I will post pictures later. Enough of my ramble, please share your WWOW experience!


----------



## tangleknot (Oct 8, 2001)

Here we are at the rifle and pistol range. The instructors are going over safety, which is the number one emphasis.










A few very happy graduates and Mark. The orange hats were a cool hat we all received in the class.










Lindsey handing out a certificate.










My friend Amy taking down her target wishing I wasn't snapping a pic.










Our very own little bow hunting gal and hawker's pony tail. You were supposed to stay put, lol. 








[/IMG]


----------



## tangleknot (Oct 8, 2001)

Target practice for an archer on the inside range with a couple of instructors.

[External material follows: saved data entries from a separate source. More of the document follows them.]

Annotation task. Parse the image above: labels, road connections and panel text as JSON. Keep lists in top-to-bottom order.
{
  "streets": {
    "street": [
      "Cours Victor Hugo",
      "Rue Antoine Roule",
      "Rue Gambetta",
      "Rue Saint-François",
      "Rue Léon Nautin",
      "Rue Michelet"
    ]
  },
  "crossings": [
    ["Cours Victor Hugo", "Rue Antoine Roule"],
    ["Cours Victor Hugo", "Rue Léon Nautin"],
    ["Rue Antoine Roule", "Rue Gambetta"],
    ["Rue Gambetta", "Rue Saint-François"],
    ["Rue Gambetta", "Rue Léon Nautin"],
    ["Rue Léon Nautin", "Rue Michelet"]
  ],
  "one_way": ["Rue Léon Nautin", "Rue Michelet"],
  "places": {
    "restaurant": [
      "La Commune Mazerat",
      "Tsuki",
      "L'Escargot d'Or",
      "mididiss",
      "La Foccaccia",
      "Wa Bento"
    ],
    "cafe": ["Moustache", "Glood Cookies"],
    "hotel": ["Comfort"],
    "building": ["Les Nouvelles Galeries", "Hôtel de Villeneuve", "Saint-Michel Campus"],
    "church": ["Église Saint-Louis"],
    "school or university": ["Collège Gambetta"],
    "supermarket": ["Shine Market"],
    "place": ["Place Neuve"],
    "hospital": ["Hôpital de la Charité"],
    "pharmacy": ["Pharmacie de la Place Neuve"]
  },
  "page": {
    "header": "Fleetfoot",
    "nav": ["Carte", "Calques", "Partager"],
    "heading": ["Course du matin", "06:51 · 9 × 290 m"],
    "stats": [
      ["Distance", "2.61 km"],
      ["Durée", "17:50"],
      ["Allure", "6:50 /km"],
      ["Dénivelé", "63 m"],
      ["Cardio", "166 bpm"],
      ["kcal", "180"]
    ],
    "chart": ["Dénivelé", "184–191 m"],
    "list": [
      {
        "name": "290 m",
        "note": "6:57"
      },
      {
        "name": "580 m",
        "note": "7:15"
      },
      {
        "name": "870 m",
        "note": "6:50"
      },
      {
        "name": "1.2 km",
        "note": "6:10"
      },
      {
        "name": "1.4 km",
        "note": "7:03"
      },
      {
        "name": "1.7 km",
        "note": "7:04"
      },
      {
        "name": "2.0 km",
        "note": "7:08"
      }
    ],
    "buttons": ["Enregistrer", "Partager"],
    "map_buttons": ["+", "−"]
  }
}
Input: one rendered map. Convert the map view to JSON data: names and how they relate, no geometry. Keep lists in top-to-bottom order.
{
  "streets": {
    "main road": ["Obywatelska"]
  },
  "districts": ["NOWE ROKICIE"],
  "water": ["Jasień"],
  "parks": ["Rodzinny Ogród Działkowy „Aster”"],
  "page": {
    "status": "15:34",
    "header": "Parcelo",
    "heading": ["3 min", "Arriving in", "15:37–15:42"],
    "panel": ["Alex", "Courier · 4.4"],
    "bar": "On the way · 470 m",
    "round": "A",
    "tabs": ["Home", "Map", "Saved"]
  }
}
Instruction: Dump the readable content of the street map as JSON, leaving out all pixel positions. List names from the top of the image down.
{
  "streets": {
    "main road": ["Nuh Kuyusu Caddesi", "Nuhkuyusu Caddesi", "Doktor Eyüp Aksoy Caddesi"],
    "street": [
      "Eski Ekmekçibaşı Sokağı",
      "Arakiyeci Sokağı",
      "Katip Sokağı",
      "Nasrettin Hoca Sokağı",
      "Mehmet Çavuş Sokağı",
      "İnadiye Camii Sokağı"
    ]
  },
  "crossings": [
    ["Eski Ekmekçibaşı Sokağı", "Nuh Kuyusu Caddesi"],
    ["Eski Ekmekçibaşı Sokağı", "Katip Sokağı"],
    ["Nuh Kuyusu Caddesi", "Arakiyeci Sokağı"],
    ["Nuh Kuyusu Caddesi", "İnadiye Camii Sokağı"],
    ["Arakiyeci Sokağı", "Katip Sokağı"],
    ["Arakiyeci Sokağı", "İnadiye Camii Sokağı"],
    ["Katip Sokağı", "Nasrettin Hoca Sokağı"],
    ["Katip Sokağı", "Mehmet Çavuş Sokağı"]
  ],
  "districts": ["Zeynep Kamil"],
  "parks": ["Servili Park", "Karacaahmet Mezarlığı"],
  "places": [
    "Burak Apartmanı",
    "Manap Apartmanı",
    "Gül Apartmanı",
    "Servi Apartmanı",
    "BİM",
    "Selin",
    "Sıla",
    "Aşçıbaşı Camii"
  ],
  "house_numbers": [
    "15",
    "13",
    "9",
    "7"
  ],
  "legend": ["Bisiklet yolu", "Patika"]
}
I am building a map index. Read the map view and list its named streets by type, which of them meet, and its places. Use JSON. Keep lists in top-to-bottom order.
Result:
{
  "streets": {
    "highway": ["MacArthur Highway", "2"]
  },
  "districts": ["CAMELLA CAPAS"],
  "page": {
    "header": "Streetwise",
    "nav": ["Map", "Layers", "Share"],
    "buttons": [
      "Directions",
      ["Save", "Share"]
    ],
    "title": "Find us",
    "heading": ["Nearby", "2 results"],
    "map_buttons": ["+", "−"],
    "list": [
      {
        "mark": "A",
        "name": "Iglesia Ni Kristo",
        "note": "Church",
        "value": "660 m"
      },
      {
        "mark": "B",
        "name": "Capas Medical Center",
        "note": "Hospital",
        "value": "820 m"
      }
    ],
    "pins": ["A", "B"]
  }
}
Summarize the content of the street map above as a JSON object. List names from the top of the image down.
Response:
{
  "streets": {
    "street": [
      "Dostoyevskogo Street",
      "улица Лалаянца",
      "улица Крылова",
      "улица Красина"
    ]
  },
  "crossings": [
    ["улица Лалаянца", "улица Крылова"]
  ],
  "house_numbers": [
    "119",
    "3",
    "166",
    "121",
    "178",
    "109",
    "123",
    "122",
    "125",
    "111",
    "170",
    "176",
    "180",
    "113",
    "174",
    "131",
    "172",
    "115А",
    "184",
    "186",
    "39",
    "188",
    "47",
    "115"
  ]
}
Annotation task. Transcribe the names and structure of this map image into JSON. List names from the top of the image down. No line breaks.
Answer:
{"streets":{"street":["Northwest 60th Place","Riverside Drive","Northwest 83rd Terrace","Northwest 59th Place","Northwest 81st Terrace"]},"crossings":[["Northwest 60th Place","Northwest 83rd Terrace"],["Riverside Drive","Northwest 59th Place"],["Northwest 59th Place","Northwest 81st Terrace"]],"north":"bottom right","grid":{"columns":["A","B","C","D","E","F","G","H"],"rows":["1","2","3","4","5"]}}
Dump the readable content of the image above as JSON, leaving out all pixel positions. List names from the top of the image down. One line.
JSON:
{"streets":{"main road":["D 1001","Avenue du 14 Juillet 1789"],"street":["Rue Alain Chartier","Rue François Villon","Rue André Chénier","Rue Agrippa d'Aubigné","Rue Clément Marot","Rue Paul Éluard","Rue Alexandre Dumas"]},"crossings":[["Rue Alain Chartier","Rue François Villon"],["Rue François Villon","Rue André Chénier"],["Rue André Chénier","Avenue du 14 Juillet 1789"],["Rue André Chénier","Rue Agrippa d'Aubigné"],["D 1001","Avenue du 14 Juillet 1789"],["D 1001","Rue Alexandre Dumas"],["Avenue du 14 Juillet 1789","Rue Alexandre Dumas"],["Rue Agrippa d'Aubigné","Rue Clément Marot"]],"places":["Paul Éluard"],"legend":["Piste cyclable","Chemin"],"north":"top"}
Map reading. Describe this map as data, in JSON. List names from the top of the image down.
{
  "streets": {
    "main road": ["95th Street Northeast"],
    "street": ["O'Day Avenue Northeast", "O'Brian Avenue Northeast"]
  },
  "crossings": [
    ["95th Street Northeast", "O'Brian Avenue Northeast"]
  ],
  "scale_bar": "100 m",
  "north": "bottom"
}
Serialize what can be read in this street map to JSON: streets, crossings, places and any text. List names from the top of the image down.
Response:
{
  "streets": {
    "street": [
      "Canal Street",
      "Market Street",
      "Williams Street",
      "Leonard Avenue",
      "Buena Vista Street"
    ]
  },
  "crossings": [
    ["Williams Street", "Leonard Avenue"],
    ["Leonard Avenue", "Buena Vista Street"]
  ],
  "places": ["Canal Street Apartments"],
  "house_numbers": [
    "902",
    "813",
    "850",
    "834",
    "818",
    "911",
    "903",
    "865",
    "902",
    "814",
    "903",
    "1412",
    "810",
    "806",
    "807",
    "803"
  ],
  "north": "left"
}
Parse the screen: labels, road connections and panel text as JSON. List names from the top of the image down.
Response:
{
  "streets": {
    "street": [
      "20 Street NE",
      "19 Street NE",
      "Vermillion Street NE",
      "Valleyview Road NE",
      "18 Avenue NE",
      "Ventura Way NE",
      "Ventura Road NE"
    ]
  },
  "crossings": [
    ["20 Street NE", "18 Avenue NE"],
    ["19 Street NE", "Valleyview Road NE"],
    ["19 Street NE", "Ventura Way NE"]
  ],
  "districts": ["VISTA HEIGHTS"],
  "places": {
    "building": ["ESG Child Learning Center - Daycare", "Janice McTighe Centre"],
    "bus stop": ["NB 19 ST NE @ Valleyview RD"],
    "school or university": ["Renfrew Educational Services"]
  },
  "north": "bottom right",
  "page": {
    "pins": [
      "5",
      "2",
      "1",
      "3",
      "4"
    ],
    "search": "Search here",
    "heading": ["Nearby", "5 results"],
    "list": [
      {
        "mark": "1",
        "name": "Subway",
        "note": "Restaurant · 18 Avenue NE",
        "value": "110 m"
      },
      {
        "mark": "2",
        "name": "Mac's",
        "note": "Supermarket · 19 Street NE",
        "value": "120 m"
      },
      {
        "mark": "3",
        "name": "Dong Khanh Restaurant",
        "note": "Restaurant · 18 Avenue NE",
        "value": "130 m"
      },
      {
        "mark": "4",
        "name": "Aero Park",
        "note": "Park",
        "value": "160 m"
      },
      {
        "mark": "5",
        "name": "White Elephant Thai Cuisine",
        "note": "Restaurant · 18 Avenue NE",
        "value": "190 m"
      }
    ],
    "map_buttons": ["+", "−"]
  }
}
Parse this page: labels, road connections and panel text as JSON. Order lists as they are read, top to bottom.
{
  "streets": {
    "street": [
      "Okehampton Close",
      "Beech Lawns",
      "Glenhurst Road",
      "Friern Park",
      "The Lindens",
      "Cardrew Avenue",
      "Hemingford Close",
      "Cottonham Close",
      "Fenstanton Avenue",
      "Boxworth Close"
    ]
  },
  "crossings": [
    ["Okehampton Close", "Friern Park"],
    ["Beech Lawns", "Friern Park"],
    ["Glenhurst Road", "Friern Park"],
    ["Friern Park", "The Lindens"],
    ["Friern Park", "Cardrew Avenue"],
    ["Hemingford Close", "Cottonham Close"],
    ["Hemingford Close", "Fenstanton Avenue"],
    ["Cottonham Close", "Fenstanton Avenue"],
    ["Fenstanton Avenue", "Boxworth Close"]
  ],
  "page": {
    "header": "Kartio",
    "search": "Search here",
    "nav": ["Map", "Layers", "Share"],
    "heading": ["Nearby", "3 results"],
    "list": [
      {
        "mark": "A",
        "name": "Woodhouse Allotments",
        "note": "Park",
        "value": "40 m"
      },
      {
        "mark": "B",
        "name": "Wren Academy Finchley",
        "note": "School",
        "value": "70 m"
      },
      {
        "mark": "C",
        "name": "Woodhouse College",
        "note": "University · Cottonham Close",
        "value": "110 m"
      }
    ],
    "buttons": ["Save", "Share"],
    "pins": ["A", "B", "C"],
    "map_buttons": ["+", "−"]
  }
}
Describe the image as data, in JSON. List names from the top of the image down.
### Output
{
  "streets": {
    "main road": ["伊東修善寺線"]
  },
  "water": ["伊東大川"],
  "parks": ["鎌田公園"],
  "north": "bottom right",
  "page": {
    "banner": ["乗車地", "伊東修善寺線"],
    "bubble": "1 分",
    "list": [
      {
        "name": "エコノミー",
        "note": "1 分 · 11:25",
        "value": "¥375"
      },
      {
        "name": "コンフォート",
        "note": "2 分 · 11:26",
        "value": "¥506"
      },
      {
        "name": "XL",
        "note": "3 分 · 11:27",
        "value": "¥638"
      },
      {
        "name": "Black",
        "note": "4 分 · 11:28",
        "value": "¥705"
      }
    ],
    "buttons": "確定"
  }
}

Gail is filling us in on the day's events.









Friday night's campfire.










I usually take a lot more pictures but didn't for a couple of reasons this year. One is I had to take off early, and the other is I didn't want to disrupt our hunter's safety class. I'm tempted to go and just take pictures one of these years.


----------



## trout (Jan 17, 2000)

Kudos to the students and those who taught them to enjoy the out doors!
Our future really depends on all sexes getting involved in the outdoors.
Way to go people!


----------



## chromium (Oct 10, 2001)

tangleknot said:


> The tomahawk and knife throwing class was also a new added choice this year and was a major hit!


That makes me feel real safe. And let's not forget her target from shooting the 44 MAG with the bullseye blown out. :yikes:   

I'm glad you all had a good time. It's amazing the time, effort and dedication that the people put into this to make it such a hit.


----------



## tangleknot (Oct 8, 2001)

I see Terry has added a ton of pics in the gallery. He goes to the events and takes pics of us gals during our classes. He prints them up throughout the day so we can take them home with us which is too cool. Thanks, Terry!!!!  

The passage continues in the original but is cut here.